Un líquido tibio se deslizaba sin freno desde mi cuerpo; los retortijones en el vientre me arrancaron un gemido.

“El bebé… mi bebé.”

Llevo tres años casada con Gael. Este bebé, apenas de dos meses, había llegado al fin. Ni siquiera tuve tiempo de decírselo.

El miedo me envolvió como una garra. No puedo perderlo.

Con la poca luz que entraba, reconocí el lugar: el estudio de pintura de Valentina Ibarra, la hermana de Gael.

Ella jamás dejaba que nadie entrara. Ahora me habían encerrado ahí como castigo.

Obligándome a respirar hondo, tanteé el suelo buscando mi celular. Nada.

Recordé que Lía Rosales me había quitado todas mis cosas “para evitar gastos innecesarios si se dañaban durante el castigo”.

—¡Ayuda! —mi voz salió áspera, rota—. ¡Por favor… alguien… ayúdeme!

Escuché pasos al otro lado.

—¿Hay alguien?… te lo ruego, ayúdame —repté hacia la puerta con lo poco que me quedaba de fuerza.

La chapa giró y la puerta se abrió apenas una rendija. Apareció un rostro conocido.

Valentina Ibarra.

—Valentina… —me aferré a su nombre como a un salvavidas—. ¡Llévame a la enfermería! Estoy sangrando… puedo perder al bebé.

En sus ojos no había un gramo de compasión, solo desprecio.

—¿Qué show traes ahora, Sofía? ¿Desde cuándo estás embarazada? Ni se te nota. No me vas a ver la cara: siempre te haces la víctima para que gastemos en ti.

—Yo no derrocho… —el sudor me corría por la frente—. Cada dólar que gasto es lo básico para la casa. Valentina, primero llévame a la enfermería, después te explico.

—Si no fuera por tus “necesidades”, mi hermano no habría traído a Lía a manejar el dinero —escupió—. ¡Mi exposición sigue atorada por tu culpa!

—Apenas tengo dos meses. Estoy sangrando… por favor, salva a mi bebé. Tengo claustrofobia… encerrada aquí… me voy a desmayar…

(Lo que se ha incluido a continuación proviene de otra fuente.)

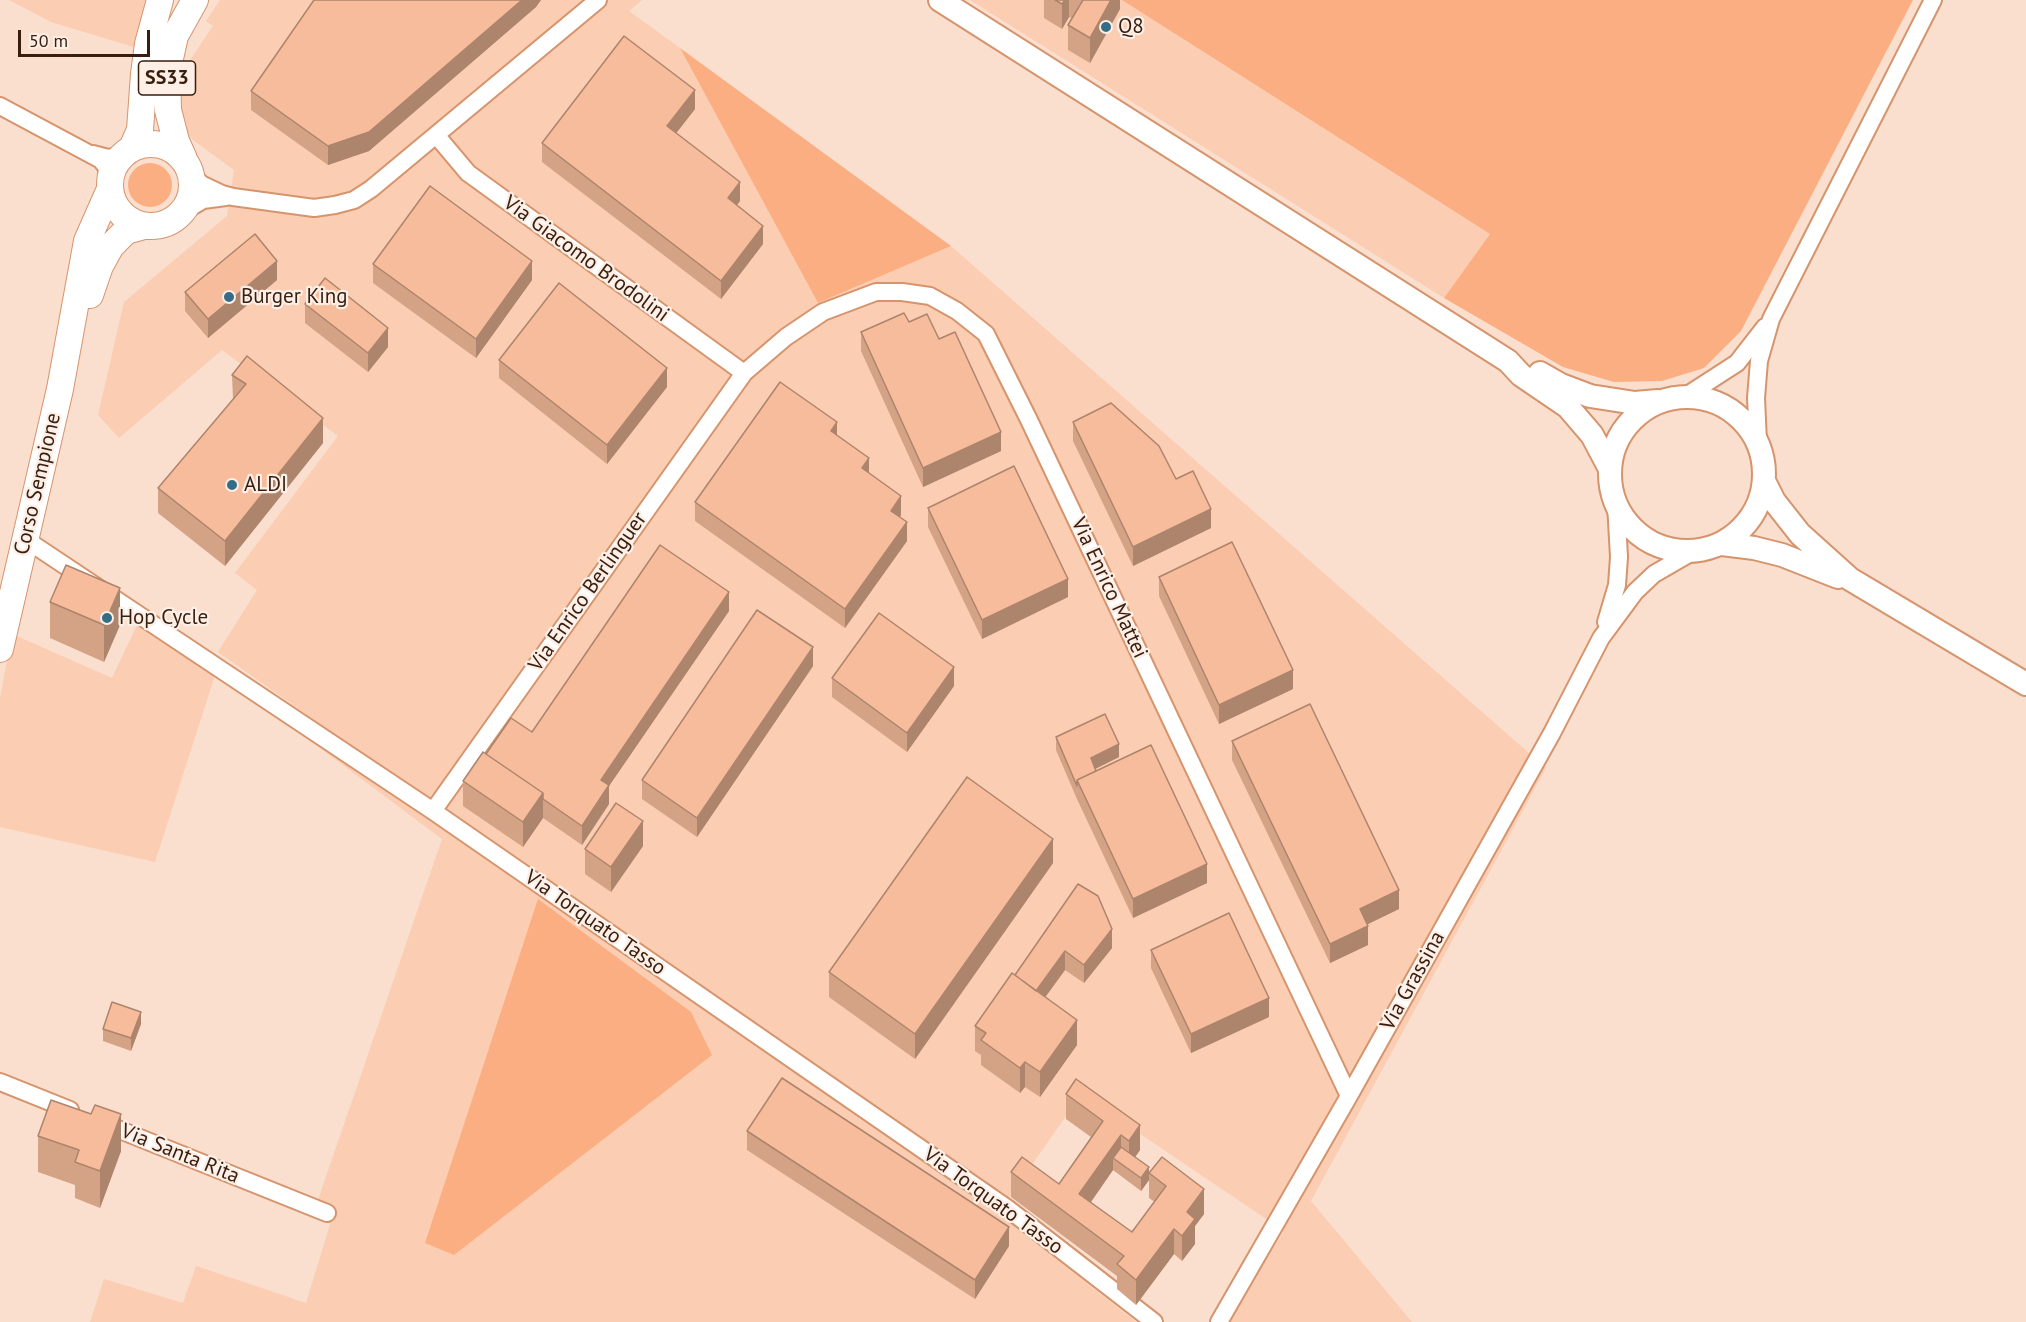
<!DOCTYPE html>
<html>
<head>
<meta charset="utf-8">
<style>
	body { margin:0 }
	#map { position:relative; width:2026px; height:1322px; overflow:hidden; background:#fadece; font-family:"PT Sans",sans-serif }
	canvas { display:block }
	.scale { position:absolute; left:18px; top:30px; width:132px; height:27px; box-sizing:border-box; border:3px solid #371e0e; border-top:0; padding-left:8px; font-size:18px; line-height:21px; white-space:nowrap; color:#371e0e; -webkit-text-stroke:4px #fdeee6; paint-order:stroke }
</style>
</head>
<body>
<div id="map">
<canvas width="2026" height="1322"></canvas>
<div class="scale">50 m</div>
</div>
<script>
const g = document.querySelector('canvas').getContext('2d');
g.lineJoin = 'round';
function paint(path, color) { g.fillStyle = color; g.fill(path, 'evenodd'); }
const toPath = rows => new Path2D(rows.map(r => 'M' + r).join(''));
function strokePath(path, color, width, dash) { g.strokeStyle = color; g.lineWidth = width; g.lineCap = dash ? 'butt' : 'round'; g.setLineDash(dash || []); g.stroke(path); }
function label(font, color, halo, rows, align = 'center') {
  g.font = font + ' "PT Sans",sans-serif'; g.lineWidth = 4.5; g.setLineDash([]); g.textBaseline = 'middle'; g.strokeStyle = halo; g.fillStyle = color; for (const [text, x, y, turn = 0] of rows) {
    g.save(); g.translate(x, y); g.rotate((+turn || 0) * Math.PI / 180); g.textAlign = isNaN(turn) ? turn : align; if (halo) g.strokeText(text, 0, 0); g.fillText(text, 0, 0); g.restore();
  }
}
paint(toPath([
	[9,0,148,0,134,47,51,22],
	[220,0,642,0,629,11,680,48,818,303,951,246,1546,768,1311,1201,1412,1322,1227,1322,1284,1231,1084,1096,1078,1099,1005,1203,1004,1218,1136,1322,90,1322,104,1279,183,1303,196,1266,306,1303,335,1208,318,1200,442,839,300,733,306,714,218,652,257,590,235,573,338,436,222,350,119,438,98,415,124,302,227,216,234,170,193,140,183,128,180,119,178,78,213,26,206,21],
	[970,0,1122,0,1490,234,1444,298],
	[137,625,215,675,155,862,0,827,0,698,12,634,112,678]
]), '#fbcdb2');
paint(toPath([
	[1122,0,1913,0,1741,331,1704,368,1662,381,1614,382,1563,367,1444,298,1490,234],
	[680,48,951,246,818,303],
	'128 185a22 22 0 1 1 44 0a22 22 0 1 1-44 0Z',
	[538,899,691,1012,712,1055,454,1255,425,1243]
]), '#fbae81');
const minor = toPath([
	[0,106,101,160,107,168,109,182],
	[436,135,468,173,744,373],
	[93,154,108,158,121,156],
	[190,172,201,184,222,194,233,197,314,208,335,205,354,200,371,189,598,0],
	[184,211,203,200,226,197],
	[1686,396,1737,363,1765,327],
	[1758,442,1756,398,1759,361,1771,319,1933,0],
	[25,539,433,811,1007,1208,1154,1322],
	[1606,622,1617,585,1619,557,1616,504],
	[433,811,744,373,786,337,823,312,876,292,902,292,930,296,957,311,986,334,1029,420,1349,1096],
	[0,1082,70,1110],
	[100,1122,327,1213],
	[1219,1322,1349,1096,1552,733,1601,638,1635,592,1654,574,1692,552]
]);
const secondary = toPath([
	[940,0,1508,361,1521,375,1568,407,1592,435,1610,469],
	[1540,373,1561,385,1590,396,1635,403,1658,401],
	'1610 474a77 77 0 1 1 154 0a77 77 0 1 1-154 0Z',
	[1765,483,1774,501,1800,534,1850,579,2026,684],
	[1722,544,1754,548,1782,555,1838,577]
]);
const primary = toPath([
	'110 185a41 41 0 1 1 82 0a41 41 0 1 1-82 0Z',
	[132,148,140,130,144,74,148,44,160,0],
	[184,159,176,141,168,110,167,72,175,36,195,0],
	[90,295,100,266,111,246,126,231,144,226],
	[0,649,60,389,87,241,110,189]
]);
strokePath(minor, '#d6946d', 20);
strokePath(secondary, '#d6946d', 26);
strokePath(primary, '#d6946d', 28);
strokePath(minor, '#fff', 16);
strokePath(secondary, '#fff', 22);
strokePath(primary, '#fff', 26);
paint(toPath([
	[314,0,541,0,536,7,369,151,328,165,251,110,251,91],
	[1044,0,1120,0,1120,9,1090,63,1068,50,1068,25,1072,18,1069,17,1062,29,1044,18],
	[695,109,676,133,740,201,737,205,763,244,721,299,542,162,542,143],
	[373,264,532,280,476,358,373,283],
	[277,280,208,338,185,311,185,292],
	[305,304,388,347,368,372,305,323],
	[909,322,939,339,1001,451,923,487,861,351,861,332],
	[247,356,323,443,225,566,158,513,158,488,233,400,232,375],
	[499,360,667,387,607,464,499,378],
	[1073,422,1176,479,1211,528,1133,566,1073,441],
	[837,436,869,473,901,515,900,517,907,541,845,628,695,521,695,502],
	[928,508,1068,597,982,639,928,527],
	[1159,577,1293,689,1219,724,1159,596],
	[50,602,120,625,104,662,50,638],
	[729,611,609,786,609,804,582,845,543,818,523,847,463,806,463,781,486,754,532,732],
	[813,666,697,837,642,799,642,780],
	[832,678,954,686,907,752,832,697],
	[1056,737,1119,757,1095,769,1096,771,1207,883,1133,918,1077,799,1056,750],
	[1232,741,1399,909,1367,924,1368,945,1330,963,1232,760],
	[643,846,611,892,585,874,585,849],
	[1053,863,915,1059,829,997,829,972],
	[1078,884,1112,948,1084,983,1065,970,1045,997,1077,1045,1040,1097,1025,1087,1020,1093,981,1065,981,1055,975,1051,975,1026,1015,975],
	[1151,950,1269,1017,1191,1053,1151,968],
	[141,1024,131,1051,103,1041,103,1029],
	[1076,1079,1140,1150,1135,1157,1149,1180,1141,1191,1113,1170,1091,1202,1132,1232,1155,1202,1149,1198,1149,1173,1204,1214,1195,1226,1195,1244,1182,1261,1174,1254,1136,1305,1117,1289,1117,1276,1011,1197,1011,1172,1059,1184,1091,1137,1066,1119,1066,1094],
	[747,1131,1009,1246,975,1299,747,1150],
	[38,1136,121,1151,100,1208,75,1198,75,1185,38,1172]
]), '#d4a285');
paint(toPath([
	[522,0,541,0,536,7,369,151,328,165,328,146],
	[1065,0,1069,0,1069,17,1062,29,1062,4],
	[1111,0,1120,0,1120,9,1090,63,1090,38],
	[695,90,695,109,667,145,667,126],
	[740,182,740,201,728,217,728,198],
	[763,226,763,244,721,299,721,281],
	[277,261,277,280,208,338,208,319],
	[532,261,532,280,476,358,476,339],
	[388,328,388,347,368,372,368,353],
	[667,368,667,387,607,464,607,445],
	[323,418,323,443,225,566,225,541],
	[837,422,837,441,831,431],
	[1001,432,1001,451,923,487,923,468],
	[869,458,869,477,862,468],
	[901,496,901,515,891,529,891,511],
	[1211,509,1211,528,1133,566,1133,547],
	[907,522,907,541,845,628,845,609],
	[1068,579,1068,597,982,639,982,620],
	[120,588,120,625,104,662,104,625],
	[729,592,729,611,609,786,609,804,582,845,582,826,601,780],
	[813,647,813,666,697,837,697,818],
	[954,667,954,686,907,752,907,733],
	[1293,670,1293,689,1219,724,1219,705],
	[1119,744,1119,757,1091,771,1091,758],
	[543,793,543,818,523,847,523,822],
	[643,821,643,846,611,892,611,867],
	[1053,839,1053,863,915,1059,915,1034],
	[1207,864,1207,883,1133,918,1133,899],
	[1399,890,1399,909,1360,928,1360,909],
	[1368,926,1368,945,1330,963,1330,944],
	[1112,929,1112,948,1084,983,1084,965],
	[1065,951,1065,970,1033,1014,1033,995],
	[1269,998,1269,1017,1191,1053,1191,1034],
	[141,1012,141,1024,131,1051,131,1038],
	[1077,1020,1077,1045,1040,1097,1040,1072],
	[1025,1062,1025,1087,1020,1093,1020,1068],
	[121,1114,121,1151,100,1208,100,1171],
	[1140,1125,1140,1150,1129,1166,1129,1141],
	[1121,1135,1121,1160,1113,1158,1113,1170,1079,1219,1079,1194],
	[1149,1167,1149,1180,1141,1191,1141,1178],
	[1204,1189,1204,1214,1195,1226,1195,1244,1182,1261,1182,1236,1187,1212],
	[1009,1227,1009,1246,975,1299,975,1280],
	[1174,1229,1174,1254,1136,1305,1136,1280]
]), '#ad846c');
const building = toPath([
	[314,0,522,0,369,132,328,146,251,91,314,0],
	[1055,0,1065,0,1062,4,1055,0],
	[1083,0,1111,0,1090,38,1068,25,1083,0],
	[624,36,695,90,667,126,740,182,728,198,763,226,721,281,542,143,624,36],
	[430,186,532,261,476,339,373,264,430,186],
	[255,234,277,261,208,319,185,292,255,234],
	[325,278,388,328,368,353,305,304,325,278],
	[559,283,667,368,607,445,499,360,559,283],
	[904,313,909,322,927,314,939,339,955,332,1001,432,923,468,861,332,904,313],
	[247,356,323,418,225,541,158,488,246,384,232,375,247,356],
	[780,382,837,422,831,431,869,458,862,468,901,496,891,511,907,522,845,609,695,502,780,382],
	[1111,403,1159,446,1176,479,1193,471,1211,509,1133,547,1073,422,1111,403],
	[1014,466,1068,579,982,620,928,508,1014,466],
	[1232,542,1293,670,1219,705,1159,577,1232,542],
	[660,545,729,592,601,780,609,785,582,826,543,799,543,793,486,754,511,718,532,732,660,545],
	[66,565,120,588,104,625,50,602,66,565],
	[757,610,813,647,697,818,642,780,757,610],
	[879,613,954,667,907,733,832,678,879,613],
	[1310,704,1399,890,1360,909,1368,926,1330,944,1232,741,1310,704],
	[1105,714,1119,744,1091,758,1096,771,1077,780,1077,786,1056,737,1105,714],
	[1151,745,1207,864,1133,899,1077,780,1151,745],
	[483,752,543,793,523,822,463,781,483,752],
	[967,777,1053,839,915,1034,829,972,967,777],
	[616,803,643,821,611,867,585,849,616,803],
	[1078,884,1098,896,1112,929,1084,965,1065,951,1036,991,1015,975,1078,884],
	[1229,913,1269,998,1191,1034,1151,950,1229,913],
	[1012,973,1077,1020,1040,1072,1025,1062,1020,1068,981,1040,986,1033,975,1026,1012,973],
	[112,1002,141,1012,131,1038,103,1029,112,1002],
	[782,1078,1009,1227,975,1280,747,1131,782,1078],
	[1076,1079,1140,1125,1129,1141,1121,1135,1079,1194,1132,1232,1166,1186,1149,1173,1162,1157,1204,1189,1187,1212,1195,1219,1182,1236,1174,1229,1136,1280,1117,1264,1124,1256,1011,1172,1022,1157,1059,1184,1103,1121,1066,1094,1076,1079],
	[51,1100,91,1114,95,1105,121,1114,100,1171,75,1162,79,1150,38,1136,51,1100],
	[1121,1147,1149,1167,1141,1178,1113,1158,1121,1147]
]);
paint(building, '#f7bc9b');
strokePath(building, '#ad846c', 1.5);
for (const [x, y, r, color] of [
	[1106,27,6,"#356d87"],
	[229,297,6,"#356d87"],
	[232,485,6,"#356d87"],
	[107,618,6,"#356d87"]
]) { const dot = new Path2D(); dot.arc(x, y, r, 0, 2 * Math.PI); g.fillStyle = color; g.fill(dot); strokePath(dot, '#fdeee6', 2); }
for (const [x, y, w] of [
	[167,78,57]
]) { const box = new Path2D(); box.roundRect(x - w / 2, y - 17, w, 34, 4.5); g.fillStyle = '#fdeee6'; g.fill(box); strokePath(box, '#371e0e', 1.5); }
label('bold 20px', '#371e0e', null, [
	["SS33",167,78]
]);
label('21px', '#371e0e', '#fdeee6', [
	["Q8",1118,27],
	["Burger King",241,297],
	["ALDI",244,485],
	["Hop Cycle",119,618]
], 'left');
label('21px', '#371e0e', '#fdeee6', [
	["Via Giacomo Brodolini",586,259,36],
	["Corso Sempione",38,484,-77],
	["Via Enrico Mattei",1109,588,65],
	["Via Enrico Berlinguer",588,592,-55],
	["Via Torquato Tasso",595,923,35],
	["Via Grassina",1413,981,-61],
	["Via Santa Rita",180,1154,22],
	["Via Torquato Tasso",993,1201,36]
]);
</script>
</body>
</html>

El estudio era un cubo sin ventilación. El aire se espesaba, mi respiración se volvía corta y desacompasada.

Valentina dudó. Sabía lo de mi claustrofobia; del embarazo, no.

Chasqueó la lengua, fastidiada, y sacó el celular.

—Está bien. Le voy a marcar a Gael. Que él decida qué hacer.

La llamada entró de inmediato. Alcancé a oír su voz y reuní mis fuerzas en un último grito:

—¡Gael! ¡Sácame! Estoy embarazada. ¡Llévame a la clínica ya!

Silencio.

El color se le fue del rostro a Valentina. Quizá temió cargar con las consecuencias si algo me pasaba.

Gael vaciló al otro lado:

—Valentina… ¿qué está pasando?

Y justo cuando creí que iba a salvarme, se coló, dulce y venenosa, la voz de Lía Rosales:

—Alfa, no te dejes engañar. ¿Cuándo supimos que estaba embarazada? Solo busca excusas para evadir el castigo. Siempre ha sido vanidosa y gastadora. Hoy cambió de táctica, nada más.

Con esas palabras, todo mi dolor se volvió actuación ante sus ojos.

La voz de Gael se heló:

—Valentina, ¿ni esto puedes resolver? No me llames por tonterías. Que Sofía se quede adentro y reflexione. Una mujer que presume y miente no merece confianza.

La llamada se cortó.

Valentina descargó su rabia en mí, los ojos encendidos.

—Casi me engañas y encima él me gritó por tu culpa… ¡Todo esto es tu culpa, Sofía!

Cerró la puerta de un portazo.

Las luces del estudio se apagaron.

La oscuridad regresó en oleadas y me tragó por completo.